_WHAT TO WORK ON_: Your reply should be only the number of lines in the records that contain the word "Describe".
+++ DATASET RECORDS
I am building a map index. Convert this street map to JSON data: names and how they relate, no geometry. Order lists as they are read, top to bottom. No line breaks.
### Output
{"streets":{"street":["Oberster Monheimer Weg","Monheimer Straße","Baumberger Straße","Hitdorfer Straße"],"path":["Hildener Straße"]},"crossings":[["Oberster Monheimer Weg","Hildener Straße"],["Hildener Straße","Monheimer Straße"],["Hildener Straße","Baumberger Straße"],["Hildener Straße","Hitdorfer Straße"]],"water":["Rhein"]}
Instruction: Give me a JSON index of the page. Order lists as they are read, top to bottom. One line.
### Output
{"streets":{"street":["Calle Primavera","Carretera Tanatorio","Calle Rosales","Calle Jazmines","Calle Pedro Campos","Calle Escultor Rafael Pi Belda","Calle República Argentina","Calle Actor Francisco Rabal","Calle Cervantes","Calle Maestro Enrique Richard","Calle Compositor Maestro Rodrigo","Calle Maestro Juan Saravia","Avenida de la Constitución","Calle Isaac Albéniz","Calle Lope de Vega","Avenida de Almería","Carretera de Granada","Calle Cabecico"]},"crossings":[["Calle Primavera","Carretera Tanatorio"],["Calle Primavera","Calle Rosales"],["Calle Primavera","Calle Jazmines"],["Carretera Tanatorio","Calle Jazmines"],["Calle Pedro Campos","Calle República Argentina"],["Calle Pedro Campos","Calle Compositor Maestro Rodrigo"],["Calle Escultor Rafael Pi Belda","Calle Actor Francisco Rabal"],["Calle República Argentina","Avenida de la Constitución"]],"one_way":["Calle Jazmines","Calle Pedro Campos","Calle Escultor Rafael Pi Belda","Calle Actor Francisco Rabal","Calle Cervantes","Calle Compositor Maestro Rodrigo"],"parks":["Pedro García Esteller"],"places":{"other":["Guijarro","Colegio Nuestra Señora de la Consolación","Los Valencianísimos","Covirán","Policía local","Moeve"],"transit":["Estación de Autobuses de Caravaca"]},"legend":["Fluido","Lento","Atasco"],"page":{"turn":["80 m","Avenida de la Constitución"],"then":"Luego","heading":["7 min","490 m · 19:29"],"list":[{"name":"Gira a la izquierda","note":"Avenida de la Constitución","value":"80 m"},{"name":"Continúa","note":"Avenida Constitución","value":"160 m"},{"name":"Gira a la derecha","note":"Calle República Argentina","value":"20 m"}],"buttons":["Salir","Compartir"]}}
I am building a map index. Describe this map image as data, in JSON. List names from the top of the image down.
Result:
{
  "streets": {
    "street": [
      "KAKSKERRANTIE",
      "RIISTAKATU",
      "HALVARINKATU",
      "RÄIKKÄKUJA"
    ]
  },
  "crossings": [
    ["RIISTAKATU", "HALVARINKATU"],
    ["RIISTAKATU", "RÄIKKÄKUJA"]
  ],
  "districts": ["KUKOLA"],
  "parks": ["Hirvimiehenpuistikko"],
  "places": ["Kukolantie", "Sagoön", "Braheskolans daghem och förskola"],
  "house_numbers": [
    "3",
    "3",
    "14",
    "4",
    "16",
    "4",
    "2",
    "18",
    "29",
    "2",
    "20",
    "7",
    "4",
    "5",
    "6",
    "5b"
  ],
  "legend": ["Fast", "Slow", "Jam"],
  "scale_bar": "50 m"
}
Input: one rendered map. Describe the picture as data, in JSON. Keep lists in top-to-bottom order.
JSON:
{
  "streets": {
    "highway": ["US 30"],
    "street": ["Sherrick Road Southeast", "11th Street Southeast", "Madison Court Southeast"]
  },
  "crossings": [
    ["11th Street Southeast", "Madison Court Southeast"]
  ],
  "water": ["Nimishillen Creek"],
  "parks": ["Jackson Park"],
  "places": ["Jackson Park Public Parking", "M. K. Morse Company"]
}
++++++
_FINISHED TASK_: 2